The science of cognitive psychology (along with decision theory and behavioural economics) backs up this way of thinking which can be encapsulated in the expression that “losses loom larger than gains”. In other words, people tend to prefer to avoid losses more than acquiring an equivalent gain. Most people would prefer not to lose $5 than to find $5.
Ads that work the best, therefore, have time limits, which introduces scarcity and compels people to take immediate action.
Put the Principles into Practice
1. Write Compelling Headlines
Whether you’re writing ads for print or digital marketing channels, the most important aspect is your headline. It will be your headline that grabs attention and encourages the reader to continue – give the people that see your ad a strong reason to continue reading and get in touch.
2. Write Copy for Your Ideal Client
You’re probably not going to get it right the first time, but it’s important to use the underlying principles of great ad copy that we’ve outlined above to write for your ideal target market.

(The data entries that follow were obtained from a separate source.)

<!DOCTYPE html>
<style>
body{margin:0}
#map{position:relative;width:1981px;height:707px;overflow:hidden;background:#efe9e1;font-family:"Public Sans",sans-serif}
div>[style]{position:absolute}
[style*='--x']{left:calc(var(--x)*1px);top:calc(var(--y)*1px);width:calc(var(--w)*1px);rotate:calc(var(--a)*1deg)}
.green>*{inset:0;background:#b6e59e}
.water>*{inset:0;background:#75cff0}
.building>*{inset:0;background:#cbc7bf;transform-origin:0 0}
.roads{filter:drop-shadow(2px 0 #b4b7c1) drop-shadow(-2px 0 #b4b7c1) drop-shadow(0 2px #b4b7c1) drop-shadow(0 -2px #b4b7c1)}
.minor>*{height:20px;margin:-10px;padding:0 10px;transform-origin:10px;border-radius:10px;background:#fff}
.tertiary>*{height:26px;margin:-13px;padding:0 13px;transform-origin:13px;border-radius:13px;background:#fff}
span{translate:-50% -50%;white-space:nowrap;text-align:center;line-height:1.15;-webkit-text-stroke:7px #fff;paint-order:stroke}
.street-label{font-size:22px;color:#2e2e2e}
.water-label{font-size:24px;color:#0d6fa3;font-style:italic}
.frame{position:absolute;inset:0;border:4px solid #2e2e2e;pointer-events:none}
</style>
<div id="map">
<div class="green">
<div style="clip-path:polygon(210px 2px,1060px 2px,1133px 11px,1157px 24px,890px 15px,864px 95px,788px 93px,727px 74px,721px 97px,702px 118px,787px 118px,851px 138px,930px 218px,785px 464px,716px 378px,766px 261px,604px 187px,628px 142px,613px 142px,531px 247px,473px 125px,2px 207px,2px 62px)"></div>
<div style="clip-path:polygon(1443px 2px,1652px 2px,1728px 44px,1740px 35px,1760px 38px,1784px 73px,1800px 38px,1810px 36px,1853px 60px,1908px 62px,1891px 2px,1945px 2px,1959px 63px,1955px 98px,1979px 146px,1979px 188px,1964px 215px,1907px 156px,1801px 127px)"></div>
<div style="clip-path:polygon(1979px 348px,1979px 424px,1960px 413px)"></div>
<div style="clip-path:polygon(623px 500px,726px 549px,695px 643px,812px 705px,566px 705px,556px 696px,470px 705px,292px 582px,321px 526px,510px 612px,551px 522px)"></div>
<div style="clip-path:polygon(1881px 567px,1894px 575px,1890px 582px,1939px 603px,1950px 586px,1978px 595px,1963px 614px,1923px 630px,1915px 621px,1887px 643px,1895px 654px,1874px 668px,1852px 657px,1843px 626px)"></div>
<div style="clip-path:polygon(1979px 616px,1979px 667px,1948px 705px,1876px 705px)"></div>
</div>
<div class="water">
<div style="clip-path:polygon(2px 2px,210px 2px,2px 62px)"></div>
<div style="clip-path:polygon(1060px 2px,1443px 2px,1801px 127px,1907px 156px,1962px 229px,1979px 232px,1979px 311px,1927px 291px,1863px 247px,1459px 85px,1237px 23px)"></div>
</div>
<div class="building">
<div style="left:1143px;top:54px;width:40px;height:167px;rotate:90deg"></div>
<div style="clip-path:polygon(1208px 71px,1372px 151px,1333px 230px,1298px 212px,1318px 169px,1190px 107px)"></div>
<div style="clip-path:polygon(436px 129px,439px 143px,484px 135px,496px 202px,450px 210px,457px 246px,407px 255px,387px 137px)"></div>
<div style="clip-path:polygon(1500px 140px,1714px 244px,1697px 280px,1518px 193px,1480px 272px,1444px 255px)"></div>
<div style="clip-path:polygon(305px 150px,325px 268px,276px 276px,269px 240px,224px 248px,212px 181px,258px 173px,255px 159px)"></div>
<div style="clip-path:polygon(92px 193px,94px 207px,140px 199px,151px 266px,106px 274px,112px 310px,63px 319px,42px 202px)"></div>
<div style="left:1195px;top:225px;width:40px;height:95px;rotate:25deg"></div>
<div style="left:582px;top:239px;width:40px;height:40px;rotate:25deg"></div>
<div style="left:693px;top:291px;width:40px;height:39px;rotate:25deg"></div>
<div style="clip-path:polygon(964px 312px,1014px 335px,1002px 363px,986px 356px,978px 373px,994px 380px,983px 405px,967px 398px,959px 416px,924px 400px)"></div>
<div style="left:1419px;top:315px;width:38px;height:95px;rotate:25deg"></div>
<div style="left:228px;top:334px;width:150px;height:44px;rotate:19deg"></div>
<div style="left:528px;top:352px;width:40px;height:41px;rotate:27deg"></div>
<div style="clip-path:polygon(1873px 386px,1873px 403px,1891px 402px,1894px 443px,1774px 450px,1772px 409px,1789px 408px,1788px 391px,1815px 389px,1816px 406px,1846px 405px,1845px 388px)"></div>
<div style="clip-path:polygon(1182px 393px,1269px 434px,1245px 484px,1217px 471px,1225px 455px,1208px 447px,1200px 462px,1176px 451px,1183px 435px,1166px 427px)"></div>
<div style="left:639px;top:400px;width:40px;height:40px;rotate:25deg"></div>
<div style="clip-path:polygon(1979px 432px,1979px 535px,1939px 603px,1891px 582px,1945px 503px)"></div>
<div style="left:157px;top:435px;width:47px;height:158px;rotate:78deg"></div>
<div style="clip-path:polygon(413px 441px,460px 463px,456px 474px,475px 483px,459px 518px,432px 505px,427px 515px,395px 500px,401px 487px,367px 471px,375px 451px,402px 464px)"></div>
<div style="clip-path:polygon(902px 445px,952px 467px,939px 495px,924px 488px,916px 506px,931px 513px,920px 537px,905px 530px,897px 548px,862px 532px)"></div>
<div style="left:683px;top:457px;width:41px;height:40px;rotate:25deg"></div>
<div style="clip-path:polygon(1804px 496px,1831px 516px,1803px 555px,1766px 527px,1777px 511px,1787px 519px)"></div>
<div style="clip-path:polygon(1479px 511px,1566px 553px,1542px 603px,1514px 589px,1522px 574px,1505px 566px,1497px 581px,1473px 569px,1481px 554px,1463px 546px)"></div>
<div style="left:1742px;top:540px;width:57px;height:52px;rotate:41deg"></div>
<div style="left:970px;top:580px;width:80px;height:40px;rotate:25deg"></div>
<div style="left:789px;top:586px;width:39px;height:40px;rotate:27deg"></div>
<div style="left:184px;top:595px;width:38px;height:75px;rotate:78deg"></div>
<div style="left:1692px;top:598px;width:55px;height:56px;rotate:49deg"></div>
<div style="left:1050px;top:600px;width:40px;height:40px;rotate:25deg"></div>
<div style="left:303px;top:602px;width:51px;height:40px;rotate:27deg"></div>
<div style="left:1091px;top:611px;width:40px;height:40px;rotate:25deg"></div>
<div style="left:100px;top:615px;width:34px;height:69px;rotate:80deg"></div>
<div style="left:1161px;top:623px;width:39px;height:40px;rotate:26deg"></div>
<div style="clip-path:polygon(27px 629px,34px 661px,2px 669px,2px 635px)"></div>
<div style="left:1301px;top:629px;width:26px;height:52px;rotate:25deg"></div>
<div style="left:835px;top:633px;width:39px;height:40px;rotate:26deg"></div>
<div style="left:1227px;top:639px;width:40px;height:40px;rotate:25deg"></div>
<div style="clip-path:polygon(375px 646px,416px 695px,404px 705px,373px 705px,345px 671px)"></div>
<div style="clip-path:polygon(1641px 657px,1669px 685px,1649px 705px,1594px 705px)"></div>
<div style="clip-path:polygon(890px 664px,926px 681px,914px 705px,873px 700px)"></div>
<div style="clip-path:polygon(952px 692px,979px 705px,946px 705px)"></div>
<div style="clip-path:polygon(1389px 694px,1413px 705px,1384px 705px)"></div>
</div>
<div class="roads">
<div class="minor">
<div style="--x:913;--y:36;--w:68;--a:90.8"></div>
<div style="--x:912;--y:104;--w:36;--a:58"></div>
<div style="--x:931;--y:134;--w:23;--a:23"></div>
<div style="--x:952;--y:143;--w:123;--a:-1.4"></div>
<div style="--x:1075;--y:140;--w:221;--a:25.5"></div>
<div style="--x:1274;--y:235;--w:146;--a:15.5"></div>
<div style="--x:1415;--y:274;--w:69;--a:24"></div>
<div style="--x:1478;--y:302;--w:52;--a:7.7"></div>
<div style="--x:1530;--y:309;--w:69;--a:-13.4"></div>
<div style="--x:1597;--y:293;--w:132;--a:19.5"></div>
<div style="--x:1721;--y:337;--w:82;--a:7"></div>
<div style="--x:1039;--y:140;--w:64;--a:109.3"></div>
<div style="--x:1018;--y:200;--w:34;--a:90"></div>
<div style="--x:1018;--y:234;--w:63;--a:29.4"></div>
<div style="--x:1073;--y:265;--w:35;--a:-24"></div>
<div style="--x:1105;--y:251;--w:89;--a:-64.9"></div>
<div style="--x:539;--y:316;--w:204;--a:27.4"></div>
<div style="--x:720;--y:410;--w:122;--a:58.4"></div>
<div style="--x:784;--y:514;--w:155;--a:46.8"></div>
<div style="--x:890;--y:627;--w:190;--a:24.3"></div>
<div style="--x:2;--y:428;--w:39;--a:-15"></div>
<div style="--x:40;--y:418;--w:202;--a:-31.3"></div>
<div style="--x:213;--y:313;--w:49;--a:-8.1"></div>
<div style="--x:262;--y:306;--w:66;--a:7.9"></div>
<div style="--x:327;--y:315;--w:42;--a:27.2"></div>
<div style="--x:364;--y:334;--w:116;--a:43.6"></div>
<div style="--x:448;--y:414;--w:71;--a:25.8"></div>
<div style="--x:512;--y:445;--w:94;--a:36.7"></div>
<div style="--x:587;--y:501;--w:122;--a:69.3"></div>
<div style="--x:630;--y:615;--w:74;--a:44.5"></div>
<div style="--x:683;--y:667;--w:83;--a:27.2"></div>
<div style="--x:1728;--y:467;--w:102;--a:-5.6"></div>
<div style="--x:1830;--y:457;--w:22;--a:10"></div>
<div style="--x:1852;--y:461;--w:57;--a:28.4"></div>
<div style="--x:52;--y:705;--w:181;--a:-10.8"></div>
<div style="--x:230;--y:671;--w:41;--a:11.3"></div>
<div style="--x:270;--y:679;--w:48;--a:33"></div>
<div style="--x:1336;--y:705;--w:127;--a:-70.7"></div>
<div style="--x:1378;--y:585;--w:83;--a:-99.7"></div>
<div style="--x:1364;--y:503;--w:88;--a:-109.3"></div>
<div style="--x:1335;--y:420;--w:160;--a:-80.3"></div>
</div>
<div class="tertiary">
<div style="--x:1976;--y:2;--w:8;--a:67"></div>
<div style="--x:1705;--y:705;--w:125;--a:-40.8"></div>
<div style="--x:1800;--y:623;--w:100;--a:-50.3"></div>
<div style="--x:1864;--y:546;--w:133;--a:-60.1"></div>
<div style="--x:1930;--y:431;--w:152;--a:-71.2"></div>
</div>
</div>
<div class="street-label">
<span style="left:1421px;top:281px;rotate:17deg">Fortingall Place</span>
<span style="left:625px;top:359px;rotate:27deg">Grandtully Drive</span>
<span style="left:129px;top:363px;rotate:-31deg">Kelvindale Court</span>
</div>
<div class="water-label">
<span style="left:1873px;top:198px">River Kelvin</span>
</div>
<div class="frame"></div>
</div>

You may have read the principles and agreed with them in theory, but it’s completely different when you’re applying them to the clients that you want to attract.
A good place to start might be your existing customers. Talk to clients that form your ideal target market and find out what lead them to your practice. Maybe it was fear – they have a knee ligament injury which wasn’t healing on its own, and they were concerned that it might have long-term consequences for their ability to run long distances. It could have been affirmation; they might have seen an ad from your practice that made them feel like their pain would be taken seriously and that you would work with them to resolve it.
This will help you put yourself in the shoes of your ideal customer, so you can narrow down which benefits to focus on, what emotions you want to try and trigger and what problems to solve in order to get potential clients to click-through on your ad.
3. Write a Showstopper Call-to-Action
Many businesses and brands, even those who have been writing ad copy for years, miss out on the power of a good call-to-action. You might have written the best headline and body content, but you have to compel your audience to click through. You don’t have to settle for a standard “Call Now” or “Find Out More”. Your CTA should start with a strong verb such as “download”, “subscribe” or “Book”, it can include emotional appeal, USP, urgency, and even a little creativity.
If you’re running online physical therapy ads, you need to split test your headings, body copy, and CTAs by running multiple copies of your ad with different variations to find out which is the most effective (i.e. highest converting). There are so many different approaches you can try, from asking questions, to adding humour, statistics, your unique selling proposition, and more. But you won’t know what works best for your practice if you aren’t testing different options.
5. Learn from the Professionals
You’re not the first person to run ads, there are agencies and brands that are spending hundreds of thousands of dollars a month on ads, so why not learn from them? Neil Patel and Larry Kim are a great place to start. And, while you’re at it, have a look at the type of ads that other physical therapists are running to get an idea of what works for your target market.
If you have a physical therapy practice that has room to grow, ads might be the right way to go. But you’re going to waste a lot of time and money if you don’t focus on getting the basics right. This crash course on ad copywriting is a good start to help you hone your content and will give you a strong base to work from when you start running ads.